Dataset DOI: 10.5061/dryad.866t1g24g
General
Authors: Yingxin Wang
Email: wangyingxin14@lzu.edu.cn
Other contributors: Wang, Yingxin; Sun, Jian*; Shang, Hua; Sun, Le; Lan, Xiangyu; Qiezhuo, Lamao; Lu, Jiayue
Organization: State Key Laboratory of Tibetan Plateau Earth System, Resources and Environment (TPESRE), Institute of Tibetan Plateau Research, Chinese Academy of Sciences, Beijing, China.
Date created: 2025-10-25
Methods of data collection/generation: see article for details
Description of the data and file structure
This dataset has four csv files:
- 1._Effect_size_Grassland_type.csv
- 2._Effect_size_Operational_phase_of_PV_power_stations.csv
- 3._Network_topology_indicatiors_grassland_type.csv
- 4._Network_topology_indicatiors_Operational_phase_of_PV_power_stations.csv
Effect_size_Grassland_type.csv
The data contains effect size estimates (with standard errors, SE) for various ecological indicators across three grassland types under two photovoltaic (PV) array treatments: Gap (between panels) and Under (beneath panels).
Classification:
- Plant characteristics: AGB (Aboveground biomass), Species richness (SR), Plant height (PH), and Coverage (plant coverage);
- Soil physicochemical properties: Soil moisture (SM), Soil temperature (ST), Soil pH, Soil organic carbon (SOC), Soil total nitrogen (TN), Soil ammonium nitrogen (NH₄-N), Soil nitrate nitrogen (NO₃-N), Soil total phosphorus (TP), and Soil available phosphorus (SAP);
- Soil enzyme: Urease (U), Alkaline Phosphatase (ALP), and β-Glucosidase (BG);
- Soil microbial diversity: Shannon and Chao1 indices for Bacteria (B) and Fungi (F).
Grassland Types:
Alpine desert steppe, Alpine steppe, and Alpine meadow
PV Array Treatments:
Gap, Areas between PV panels, Under, Areas directly beneath PV panels. Positive values of effect size estimates indicate an increase, and negative values indicate a decrease compared to the Outside zone (the reference zones located outside the photovoltaic arrays).

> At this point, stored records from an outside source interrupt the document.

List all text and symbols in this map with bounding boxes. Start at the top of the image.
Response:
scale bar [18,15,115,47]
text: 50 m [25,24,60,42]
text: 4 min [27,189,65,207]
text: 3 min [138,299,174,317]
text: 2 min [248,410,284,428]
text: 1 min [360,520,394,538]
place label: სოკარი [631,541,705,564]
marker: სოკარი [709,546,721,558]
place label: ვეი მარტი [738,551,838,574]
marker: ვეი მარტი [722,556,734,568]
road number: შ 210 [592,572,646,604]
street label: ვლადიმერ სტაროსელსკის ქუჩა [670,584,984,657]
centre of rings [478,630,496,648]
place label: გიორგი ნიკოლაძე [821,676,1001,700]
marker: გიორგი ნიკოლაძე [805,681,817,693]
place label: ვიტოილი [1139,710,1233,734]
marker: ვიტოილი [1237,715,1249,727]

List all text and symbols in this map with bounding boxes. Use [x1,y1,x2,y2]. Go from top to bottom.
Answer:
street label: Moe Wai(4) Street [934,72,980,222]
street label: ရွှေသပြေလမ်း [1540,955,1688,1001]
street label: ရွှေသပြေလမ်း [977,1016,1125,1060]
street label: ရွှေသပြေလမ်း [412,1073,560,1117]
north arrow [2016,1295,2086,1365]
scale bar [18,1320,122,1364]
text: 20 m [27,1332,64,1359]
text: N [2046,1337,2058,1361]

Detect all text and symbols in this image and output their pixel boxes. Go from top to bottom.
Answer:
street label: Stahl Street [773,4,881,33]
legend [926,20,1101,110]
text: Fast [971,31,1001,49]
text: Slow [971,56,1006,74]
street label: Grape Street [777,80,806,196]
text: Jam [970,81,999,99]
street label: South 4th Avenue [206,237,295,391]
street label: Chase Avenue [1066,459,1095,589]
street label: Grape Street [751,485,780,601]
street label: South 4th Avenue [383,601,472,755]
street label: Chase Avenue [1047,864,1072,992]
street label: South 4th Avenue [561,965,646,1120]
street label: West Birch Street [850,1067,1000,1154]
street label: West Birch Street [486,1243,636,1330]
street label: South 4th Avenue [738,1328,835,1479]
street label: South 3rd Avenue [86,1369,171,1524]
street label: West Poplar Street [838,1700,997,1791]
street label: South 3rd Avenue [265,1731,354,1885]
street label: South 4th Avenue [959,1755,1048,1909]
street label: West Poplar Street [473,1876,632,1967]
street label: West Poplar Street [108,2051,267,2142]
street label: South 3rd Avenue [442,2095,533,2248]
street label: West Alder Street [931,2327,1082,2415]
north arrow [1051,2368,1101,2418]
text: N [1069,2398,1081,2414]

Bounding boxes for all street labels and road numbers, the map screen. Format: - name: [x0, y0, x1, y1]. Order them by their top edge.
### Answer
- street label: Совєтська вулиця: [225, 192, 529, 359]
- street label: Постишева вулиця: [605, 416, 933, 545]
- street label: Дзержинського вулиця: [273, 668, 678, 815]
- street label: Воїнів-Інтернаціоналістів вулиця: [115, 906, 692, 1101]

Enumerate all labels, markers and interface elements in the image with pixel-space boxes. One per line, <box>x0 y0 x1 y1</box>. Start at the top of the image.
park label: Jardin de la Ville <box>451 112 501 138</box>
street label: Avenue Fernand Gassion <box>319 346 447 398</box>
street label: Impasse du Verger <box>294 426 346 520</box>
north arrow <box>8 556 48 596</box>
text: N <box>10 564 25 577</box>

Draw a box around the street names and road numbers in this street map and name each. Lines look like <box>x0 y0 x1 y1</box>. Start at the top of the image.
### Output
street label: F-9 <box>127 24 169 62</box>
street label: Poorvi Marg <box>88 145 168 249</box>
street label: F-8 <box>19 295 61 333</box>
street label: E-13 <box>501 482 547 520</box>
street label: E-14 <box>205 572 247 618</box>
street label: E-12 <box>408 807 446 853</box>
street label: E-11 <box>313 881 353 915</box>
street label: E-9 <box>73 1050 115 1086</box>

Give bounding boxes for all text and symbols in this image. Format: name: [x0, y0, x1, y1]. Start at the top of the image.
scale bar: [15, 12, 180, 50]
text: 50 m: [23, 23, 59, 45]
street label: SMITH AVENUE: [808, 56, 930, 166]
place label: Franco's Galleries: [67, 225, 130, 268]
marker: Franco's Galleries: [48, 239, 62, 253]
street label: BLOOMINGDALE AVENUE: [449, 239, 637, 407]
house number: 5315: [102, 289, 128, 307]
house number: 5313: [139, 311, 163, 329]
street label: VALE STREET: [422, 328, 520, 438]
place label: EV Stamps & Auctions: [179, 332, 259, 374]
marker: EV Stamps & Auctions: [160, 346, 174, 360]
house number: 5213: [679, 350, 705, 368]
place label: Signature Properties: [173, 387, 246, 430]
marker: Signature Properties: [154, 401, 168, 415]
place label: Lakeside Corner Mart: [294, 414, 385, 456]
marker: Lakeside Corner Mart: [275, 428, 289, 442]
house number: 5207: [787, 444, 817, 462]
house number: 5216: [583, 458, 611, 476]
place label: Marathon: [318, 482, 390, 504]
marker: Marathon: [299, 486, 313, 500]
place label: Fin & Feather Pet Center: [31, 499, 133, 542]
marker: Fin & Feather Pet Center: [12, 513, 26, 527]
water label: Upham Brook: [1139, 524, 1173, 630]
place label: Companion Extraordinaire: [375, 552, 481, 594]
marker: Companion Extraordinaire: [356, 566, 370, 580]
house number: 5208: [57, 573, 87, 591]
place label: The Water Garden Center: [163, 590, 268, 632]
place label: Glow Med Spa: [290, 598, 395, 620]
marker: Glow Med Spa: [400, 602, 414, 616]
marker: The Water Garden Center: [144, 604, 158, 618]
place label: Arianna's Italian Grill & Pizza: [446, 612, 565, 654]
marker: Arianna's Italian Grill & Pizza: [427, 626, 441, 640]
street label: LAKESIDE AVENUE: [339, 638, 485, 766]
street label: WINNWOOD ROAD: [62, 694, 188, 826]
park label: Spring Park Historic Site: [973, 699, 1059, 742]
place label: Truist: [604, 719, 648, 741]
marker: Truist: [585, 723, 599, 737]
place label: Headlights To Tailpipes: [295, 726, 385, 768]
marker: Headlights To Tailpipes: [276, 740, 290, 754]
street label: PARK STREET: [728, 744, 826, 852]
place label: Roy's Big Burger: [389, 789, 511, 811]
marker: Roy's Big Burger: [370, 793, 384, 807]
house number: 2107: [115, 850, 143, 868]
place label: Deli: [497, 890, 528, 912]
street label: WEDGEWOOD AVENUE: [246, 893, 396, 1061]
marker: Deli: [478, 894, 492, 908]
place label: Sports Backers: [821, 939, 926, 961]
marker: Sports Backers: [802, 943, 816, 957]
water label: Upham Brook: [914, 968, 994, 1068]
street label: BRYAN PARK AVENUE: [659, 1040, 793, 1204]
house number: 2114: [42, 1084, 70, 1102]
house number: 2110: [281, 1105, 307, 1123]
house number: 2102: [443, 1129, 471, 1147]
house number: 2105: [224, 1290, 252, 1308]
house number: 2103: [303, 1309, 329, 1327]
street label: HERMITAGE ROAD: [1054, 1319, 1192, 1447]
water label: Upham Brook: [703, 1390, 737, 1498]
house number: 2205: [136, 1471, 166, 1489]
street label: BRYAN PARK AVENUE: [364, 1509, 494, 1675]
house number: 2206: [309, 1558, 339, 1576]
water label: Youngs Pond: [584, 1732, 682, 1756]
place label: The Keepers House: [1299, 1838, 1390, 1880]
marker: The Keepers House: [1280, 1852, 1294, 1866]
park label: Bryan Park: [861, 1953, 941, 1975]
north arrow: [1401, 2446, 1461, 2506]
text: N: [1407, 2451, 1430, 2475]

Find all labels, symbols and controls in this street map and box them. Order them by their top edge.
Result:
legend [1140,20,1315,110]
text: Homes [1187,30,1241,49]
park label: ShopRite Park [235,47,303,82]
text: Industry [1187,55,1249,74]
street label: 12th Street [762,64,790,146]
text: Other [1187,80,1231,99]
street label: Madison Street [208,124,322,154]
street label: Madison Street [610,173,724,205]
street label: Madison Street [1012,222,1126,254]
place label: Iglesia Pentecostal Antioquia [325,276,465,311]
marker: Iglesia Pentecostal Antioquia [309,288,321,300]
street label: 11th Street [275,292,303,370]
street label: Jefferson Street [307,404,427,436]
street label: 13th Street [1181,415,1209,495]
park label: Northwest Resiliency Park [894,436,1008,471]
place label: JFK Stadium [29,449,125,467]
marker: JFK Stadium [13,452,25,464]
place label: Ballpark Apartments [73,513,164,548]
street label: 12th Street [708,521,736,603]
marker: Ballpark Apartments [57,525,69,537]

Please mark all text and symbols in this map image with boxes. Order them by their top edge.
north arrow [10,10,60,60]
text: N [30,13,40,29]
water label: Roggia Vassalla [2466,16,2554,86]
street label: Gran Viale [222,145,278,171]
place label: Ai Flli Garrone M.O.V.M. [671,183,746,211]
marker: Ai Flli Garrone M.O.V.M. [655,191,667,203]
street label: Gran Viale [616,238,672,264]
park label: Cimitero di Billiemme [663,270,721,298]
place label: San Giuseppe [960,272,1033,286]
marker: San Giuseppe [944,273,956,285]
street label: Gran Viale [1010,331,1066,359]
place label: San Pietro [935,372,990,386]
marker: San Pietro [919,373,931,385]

Effect_size_Operational_phase_of_PV_power_stations_.csv
The data contains effect size estimates (with standard errors, SE) for various ecological indicators with different years since the operation of photovoltaic panels under two photovoltaic (PV) array treatments: Gap (between panels) and Under (beneath panels).
Classification:
- Plant characteristics: AGB (Aboveground biomass), Species richness (SR), Plant height (PH), and Coverage (plant coverage);
- Soil physicochemical properties: Soil moisture (SM), Soil temperature (ST), Soil pH, Soil organic carbon (SOC), Soil total nitrogen (TN), Soil ammonium nitrogen (NH₄-N), Soil nitrate nitrogen (NO₃-N), Soil total phosphorus (TP), and Soil available phosphorus (SAP);
- Soil enzyme: Urease (U), Alkaline Phosphatase (ALP), and β-Glucosidase (BG);
- Soil microbial diversity: Shannon and Chao1 indices for Bacteria (B) and Fungi (F).
Operational phase of PV power stations: ≤ 4 years and > 4 years;
PV Array Treatments: Gap, Areas between PV panels, Under, Areas directly beneath PV panels. Positive values of effect size estimates indicate an increase, and negative values indicate a decrease compared to the Outside zone (the reference zones located outside the photovoltaic arrays).
Network_topology_indicatiors_grassland_type.csv
The data contains network topology metrics derived from ecological networks across three alpine grassland types under different photovoltaic (PV) array treatments. The metrics characterize the structural properties and node-level roles within each network.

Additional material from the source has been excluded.